[Collected data]
□ □ □ □ □ □ □

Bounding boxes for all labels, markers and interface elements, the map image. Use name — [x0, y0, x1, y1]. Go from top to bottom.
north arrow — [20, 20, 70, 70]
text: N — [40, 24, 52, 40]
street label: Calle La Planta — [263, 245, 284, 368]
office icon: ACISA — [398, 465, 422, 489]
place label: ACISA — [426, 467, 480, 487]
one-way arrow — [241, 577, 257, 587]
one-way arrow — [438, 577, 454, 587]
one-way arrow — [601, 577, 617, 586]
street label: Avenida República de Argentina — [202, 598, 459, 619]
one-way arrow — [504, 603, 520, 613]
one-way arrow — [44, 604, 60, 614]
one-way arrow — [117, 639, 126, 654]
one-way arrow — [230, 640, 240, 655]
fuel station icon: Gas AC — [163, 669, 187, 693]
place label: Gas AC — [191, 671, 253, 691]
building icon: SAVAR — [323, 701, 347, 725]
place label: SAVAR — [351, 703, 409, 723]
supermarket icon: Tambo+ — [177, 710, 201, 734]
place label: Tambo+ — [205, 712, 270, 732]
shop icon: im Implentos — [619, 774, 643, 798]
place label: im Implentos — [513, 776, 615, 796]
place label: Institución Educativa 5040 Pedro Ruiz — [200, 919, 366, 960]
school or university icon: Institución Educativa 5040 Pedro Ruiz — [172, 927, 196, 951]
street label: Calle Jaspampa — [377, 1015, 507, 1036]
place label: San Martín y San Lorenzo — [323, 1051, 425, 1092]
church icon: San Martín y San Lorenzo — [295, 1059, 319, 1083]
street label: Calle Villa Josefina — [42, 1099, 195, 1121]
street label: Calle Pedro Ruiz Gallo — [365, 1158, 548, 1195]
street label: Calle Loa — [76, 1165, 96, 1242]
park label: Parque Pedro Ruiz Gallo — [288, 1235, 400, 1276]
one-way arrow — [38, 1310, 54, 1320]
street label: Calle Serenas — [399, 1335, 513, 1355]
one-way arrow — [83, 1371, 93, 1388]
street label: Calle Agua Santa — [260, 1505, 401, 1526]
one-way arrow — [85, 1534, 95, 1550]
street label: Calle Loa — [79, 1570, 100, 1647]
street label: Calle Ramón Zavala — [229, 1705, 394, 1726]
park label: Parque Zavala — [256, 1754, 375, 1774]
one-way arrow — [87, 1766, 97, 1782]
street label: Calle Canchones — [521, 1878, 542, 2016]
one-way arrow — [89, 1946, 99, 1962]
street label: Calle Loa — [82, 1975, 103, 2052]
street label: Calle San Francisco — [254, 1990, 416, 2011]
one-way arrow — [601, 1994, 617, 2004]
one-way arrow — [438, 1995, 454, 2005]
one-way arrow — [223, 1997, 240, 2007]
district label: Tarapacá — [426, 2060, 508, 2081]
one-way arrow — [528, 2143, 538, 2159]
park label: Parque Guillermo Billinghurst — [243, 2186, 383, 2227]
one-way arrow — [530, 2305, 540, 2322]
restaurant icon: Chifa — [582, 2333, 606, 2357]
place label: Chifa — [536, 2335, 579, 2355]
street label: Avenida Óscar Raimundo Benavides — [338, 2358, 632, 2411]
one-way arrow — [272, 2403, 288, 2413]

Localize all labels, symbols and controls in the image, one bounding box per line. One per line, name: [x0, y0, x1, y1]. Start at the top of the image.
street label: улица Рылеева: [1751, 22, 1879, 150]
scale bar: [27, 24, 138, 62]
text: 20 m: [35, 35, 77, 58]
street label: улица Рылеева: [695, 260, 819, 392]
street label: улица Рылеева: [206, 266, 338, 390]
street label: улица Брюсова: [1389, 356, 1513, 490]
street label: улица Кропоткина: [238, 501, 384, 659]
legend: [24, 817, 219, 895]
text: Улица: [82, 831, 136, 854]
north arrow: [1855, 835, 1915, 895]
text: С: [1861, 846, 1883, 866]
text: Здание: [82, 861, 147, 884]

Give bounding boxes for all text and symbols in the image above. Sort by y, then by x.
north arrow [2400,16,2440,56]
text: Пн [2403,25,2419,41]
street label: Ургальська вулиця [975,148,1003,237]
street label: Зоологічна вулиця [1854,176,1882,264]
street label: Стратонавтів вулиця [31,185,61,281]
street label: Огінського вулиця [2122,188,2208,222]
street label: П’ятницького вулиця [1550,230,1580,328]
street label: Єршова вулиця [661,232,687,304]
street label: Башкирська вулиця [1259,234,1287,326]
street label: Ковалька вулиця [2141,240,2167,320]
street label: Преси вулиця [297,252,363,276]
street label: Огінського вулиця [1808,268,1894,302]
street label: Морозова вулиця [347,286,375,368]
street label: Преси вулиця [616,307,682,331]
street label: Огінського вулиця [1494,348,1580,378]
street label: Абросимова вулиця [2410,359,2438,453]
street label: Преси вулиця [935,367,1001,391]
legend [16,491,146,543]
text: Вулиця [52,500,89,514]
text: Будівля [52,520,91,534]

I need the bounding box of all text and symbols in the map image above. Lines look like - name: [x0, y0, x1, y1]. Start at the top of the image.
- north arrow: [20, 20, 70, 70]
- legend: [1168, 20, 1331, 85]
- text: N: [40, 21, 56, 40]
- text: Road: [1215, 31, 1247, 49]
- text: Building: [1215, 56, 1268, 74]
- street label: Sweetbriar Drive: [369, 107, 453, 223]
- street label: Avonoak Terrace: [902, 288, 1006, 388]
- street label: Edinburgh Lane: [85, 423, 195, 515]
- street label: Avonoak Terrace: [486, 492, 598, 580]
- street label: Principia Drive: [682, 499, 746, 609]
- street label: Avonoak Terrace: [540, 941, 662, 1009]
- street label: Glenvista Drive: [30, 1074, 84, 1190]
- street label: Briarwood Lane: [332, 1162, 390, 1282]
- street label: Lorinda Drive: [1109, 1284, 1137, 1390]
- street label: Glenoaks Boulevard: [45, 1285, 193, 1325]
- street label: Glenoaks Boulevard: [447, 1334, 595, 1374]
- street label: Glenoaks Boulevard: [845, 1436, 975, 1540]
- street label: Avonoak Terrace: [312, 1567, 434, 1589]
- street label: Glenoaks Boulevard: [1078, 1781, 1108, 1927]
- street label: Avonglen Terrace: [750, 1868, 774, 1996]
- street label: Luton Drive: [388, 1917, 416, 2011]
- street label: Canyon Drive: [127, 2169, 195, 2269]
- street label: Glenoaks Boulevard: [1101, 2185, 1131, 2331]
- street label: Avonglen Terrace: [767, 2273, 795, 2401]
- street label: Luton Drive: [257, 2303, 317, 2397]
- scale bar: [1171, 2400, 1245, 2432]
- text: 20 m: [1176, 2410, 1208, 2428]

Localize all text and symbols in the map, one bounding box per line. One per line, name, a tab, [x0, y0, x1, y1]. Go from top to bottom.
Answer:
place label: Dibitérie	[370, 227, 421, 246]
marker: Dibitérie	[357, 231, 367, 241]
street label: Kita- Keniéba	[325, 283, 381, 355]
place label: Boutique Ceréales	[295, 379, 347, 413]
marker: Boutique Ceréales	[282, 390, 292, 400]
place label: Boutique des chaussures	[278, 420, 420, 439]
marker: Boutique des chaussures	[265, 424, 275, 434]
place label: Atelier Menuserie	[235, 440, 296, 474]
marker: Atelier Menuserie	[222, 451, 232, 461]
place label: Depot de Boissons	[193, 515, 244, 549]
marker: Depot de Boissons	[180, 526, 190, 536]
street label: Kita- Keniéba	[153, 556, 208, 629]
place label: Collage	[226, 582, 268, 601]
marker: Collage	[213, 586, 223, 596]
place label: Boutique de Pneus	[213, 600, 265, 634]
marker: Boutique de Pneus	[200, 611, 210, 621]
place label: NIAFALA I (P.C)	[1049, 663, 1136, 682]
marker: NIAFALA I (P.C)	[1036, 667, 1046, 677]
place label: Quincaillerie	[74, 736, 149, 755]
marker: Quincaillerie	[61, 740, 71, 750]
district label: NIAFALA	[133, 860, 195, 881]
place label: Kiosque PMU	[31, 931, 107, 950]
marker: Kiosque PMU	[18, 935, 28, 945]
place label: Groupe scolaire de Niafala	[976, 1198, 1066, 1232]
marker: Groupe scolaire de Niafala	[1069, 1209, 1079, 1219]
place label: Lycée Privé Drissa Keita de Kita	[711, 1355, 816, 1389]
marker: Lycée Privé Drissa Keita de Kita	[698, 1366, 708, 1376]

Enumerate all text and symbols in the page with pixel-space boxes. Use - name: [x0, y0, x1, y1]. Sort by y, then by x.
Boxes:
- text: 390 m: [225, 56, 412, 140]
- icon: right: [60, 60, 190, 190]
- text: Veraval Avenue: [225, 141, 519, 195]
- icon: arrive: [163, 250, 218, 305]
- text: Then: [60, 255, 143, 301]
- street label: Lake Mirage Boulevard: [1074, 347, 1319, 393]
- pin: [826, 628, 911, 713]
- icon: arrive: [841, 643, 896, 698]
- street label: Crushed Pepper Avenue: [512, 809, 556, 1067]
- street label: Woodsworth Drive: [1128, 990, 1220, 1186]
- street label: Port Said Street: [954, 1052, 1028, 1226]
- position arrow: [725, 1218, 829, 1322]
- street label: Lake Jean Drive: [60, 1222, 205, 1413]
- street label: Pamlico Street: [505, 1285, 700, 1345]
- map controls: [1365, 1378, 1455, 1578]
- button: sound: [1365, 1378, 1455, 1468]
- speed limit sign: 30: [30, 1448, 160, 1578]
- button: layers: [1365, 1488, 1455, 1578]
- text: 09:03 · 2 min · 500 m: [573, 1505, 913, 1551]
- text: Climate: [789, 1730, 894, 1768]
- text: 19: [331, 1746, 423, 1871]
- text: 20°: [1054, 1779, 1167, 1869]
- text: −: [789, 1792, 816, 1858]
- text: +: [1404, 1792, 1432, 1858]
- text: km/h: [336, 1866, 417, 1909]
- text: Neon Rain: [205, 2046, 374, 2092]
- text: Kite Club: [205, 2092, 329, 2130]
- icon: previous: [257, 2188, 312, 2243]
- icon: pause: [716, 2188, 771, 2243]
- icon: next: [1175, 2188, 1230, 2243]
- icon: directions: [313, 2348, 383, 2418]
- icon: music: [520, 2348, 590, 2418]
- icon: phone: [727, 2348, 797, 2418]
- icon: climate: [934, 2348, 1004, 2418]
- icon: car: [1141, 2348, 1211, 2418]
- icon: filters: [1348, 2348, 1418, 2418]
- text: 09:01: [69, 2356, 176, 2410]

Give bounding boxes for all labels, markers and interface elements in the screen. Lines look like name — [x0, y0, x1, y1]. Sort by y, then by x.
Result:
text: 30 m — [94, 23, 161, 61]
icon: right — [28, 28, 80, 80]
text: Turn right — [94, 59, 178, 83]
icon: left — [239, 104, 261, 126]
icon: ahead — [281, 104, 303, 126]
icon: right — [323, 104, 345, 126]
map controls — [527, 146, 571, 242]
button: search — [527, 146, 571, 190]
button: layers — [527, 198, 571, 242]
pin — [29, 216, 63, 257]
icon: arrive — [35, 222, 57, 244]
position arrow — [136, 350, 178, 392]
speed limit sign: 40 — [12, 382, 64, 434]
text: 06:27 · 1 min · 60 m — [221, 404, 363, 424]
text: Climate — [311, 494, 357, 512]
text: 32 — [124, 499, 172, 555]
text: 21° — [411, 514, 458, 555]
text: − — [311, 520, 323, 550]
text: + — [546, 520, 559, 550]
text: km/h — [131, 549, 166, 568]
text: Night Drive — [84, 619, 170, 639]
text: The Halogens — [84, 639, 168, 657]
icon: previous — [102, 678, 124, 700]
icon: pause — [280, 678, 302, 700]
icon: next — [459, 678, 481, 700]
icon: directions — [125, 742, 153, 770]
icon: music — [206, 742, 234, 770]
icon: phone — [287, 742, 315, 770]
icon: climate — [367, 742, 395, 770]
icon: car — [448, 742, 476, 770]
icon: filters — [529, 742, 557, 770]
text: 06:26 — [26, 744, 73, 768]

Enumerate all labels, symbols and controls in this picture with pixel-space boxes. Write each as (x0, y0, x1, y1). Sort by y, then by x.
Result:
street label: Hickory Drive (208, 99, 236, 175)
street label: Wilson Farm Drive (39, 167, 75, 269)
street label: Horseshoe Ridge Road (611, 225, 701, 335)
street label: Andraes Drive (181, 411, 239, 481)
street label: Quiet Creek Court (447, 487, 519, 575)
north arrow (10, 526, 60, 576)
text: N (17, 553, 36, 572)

□ □ □ □ □ □ □

** TASK REQUIREMENTS **
Using the entries, count the lines that hold the string "Lycée"; nothing but the number is needed.

** RESULT OF THE EXERCISE **
2